In a separate companion release11, the SEC also proposed a rule in response to the Dodd-Frank Act requirement that every institutional investment manager subject to Section 13(f) of the Exchange Act report at least annually how it voted on say-on-pay, say-on-frequency and golden parachute votes. Institutional investment managers required to file quarterly reports on Form 13F – generally those exercising investment discretion over accounts holding more than $100 million of publicly traded equity securities – will be required to report annually their voting record on these votes on Form N-PX. The reports will be filed not later than August 31 of each year, for the twelve month period ending June 30 of each year. This is the same timetable on which mutual funds and other registered management investment companies currently report their proxy voting on the same form.

Suggested Actions

  • First and foremost, companies should start planning now. The say-on-pay and say-on-frequency requirements apply to meetings beginning January 21, 2011, regardless of the status of final SEC rules.

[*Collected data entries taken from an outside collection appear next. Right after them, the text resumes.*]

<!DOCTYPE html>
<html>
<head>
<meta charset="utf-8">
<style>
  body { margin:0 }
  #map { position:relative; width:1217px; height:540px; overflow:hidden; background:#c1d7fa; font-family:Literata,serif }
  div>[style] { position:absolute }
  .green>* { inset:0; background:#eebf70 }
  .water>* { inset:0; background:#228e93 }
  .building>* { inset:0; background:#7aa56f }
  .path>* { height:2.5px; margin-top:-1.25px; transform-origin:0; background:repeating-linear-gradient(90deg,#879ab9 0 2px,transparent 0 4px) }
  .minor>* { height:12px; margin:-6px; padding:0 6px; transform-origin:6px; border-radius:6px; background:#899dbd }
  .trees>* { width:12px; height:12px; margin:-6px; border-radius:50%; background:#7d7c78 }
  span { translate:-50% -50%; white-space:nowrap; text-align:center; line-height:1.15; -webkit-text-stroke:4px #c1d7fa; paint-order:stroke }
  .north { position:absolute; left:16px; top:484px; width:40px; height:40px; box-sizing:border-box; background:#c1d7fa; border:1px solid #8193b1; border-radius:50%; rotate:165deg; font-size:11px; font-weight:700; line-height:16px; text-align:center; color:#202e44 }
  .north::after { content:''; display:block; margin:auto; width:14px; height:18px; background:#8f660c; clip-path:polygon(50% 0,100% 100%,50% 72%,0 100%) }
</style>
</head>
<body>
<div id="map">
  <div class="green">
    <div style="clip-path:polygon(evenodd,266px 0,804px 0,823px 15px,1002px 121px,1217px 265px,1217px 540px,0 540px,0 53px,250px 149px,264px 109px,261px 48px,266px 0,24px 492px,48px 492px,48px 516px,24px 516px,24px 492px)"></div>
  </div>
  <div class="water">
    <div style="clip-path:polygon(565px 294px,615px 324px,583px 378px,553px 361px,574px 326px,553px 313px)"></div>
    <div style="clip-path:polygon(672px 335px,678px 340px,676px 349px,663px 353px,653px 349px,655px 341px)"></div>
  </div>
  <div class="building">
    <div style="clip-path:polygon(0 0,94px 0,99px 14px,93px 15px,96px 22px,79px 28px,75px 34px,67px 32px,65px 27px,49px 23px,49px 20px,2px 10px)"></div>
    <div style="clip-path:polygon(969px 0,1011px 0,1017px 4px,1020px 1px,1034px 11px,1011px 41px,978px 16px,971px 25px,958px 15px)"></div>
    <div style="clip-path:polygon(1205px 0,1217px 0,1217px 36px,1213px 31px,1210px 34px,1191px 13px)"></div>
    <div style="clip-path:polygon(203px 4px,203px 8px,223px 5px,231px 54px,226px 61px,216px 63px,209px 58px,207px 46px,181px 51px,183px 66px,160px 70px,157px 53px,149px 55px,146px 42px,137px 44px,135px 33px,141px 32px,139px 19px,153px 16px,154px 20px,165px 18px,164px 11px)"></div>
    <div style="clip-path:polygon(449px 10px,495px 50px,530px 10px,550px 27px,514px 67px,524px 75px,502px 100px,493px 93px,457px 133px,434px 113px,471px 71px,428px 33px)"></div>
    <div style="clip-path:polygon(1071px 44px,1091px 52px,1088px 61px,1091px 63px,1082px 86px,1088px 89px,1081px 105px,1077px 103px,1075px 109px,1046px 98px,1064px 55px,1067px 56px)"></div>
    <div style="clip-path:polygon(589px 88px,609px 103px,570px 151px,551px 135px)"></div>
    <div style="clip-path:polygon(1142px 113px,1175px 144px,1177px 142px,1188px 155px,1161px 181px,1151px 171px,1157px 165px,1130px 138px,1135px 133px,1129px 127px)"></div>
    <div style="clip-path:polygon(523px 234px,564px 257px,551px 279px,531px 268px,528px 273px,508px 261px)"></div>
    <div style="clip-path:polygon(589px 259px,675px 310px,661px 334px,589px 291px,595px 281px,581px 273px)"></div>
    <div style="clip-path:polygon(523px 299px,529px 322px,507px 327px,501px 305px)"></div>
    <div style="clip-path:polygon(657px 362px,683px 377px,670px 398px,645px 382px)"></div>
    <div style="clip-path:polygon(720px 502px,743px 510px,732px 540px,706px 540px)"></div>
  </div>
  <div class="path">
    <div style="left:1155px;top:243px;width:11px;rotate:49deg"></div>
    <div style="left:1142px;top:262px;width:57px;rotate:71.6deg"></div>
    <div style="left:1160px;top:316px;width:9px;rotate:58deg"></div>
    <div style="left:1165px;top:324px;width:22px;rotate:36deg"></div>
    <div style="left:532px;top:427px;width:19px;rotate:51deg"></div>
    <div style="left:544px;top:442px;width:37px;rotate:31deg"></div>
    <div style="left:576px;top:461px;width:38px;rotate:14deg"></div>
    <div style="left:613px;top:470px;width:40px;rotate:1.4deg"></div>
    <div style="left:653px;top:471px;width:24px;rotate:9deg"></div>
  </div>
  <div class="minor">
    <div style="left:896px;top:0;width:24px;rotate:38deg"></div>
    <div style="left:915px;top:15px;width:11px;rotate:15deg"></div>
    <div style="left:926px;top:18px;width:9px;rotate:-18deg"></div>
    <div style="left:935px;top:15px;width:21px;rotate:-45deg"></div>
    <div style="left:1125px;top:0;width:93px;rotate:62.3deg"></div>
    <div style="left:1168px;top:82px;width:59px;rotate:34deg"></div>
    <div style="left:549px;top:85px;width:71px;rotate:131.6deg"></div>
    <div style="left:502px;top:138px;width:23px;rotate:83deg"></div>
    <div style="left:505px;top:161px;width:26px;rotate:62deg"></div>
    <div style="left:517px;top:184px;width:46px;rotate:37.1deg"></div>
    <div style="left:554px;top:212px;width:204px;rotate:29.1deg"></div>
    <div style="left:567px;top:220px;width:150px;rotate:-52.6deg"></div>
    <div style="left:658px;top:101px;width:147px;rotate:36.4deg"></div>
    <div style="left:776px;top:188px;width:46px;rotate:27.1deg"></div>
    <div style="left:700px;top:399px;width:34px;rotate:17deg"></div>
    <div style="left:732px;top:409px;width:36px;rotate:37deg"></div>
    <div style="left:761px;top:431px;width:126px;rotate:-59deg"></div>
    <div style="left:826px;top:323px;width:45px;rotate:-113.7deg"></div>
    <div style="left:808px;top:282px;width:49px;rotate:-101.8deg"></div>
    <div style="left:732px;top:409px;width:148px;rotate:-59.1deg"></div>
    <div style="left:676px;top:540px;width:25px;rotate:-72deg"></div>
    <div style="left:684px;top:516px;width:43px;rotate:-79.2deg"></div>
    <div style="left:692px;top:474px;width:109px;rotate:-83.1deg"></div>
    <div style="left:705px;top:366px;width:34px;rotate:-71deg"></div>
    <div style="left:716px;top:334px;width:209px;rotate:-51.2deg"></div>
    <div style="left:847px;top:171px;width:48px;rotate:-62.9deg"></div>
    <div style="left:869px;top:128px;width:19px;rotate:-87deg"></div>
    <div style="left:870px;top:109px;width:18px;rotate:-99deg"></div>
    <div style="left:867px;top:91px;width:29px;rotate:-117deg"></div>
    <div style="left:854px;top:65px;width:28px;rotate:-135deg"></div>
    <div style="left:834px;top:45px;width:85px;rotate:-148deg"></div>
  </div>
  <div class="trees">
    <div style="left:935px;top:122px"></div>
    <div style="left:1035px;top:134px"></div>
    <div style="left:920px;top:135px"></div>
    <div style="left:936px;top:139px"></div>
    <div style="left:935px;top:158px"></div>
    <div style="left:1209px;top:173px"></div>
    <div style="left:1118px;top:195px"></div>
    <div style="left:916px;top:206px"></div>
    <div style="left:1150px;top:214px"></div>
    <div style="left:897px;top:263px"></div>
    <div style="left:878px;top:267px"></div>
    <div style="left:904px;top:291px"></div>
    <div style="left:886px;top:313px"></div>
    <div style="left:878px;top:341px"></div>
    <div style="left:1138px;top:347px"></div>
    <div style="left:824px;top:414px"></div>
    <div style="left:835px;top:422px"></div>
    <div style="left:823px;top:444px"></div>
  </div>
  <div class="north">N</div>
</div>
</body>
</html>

  • Companies should be aware that large institutional investors will be making voting decisions on multiple companies, many of them at about the same time of year. Companies should pay close attention to the executive summary or overview portion of their CD&A, which may be the primary basis on which voting decisions are made.
  • Smaller reporting companies that do not include a CD&A in their proxy statements might consider including a general overview of their compensation policies under the say-on-pay proposal or otherwise highlight their case for a vote in support of their compensation in an easy to understand format.
  • Boards should consider whether to recommend an interval for the say-on-frequency vote, and if so, what interval they will recommend. Factors to consider may include the tenor of any prior discussions with stockholders over compensation matters, the general nature of the shareholder base, and whether the company has a staggered board (i.e., in a triennial vote the same directors would be up for election at each meeting where a say-on-pay vote is taken, and such directors may not be on the compensation committee). At least some institutional stockholders have suggested that three years is a more appropriate interval, as it suggests a long-term view and gives a company time to address any issues identified through prior votes. Others promote an annual vote to enhance director accountability. What interval will be best for a particular company will depend on a variety of factors and its circumstances.
  • Companies should give some thought as to how they will interpret various plausible results. Despite the votes being merely advisory, the new disclosure requirements will require discussion of whether and how the shareholder expressions of preference are being addressed.
  • Companies should consider how to implement or improve the effectiveness of their shareholder outreach programs, both before a vote (in order to address any outstanding issues) or after the vote (in order to assist in interpretation of voting results).
  • Companies in early stages of merger negotiations today may want to evaluate whether any arrangements with executives will be subject to the golden parachute votes based on likely transaction and rulemaking schedules.
  • Companies will want to consider whether to include the more detailed disclosure on golden parachute arrangements in their annual meeting proxy. Factors to consider are whether this would signal (accurately or not) that the company is considering a sale; whether stockholders are more likely to be receptive to such arrangements in hypothetical or real situations; the degree to which the disclosure to be provided is already presented in the company’s proxy statement under Item 402(j); whether a separate vote at the time of a transaction would prove distracting to the goal of attaining stockholder approval of that transaction; and the likelihood that existing arrangements would remain in effect and be implemented without modification in a likely transaction.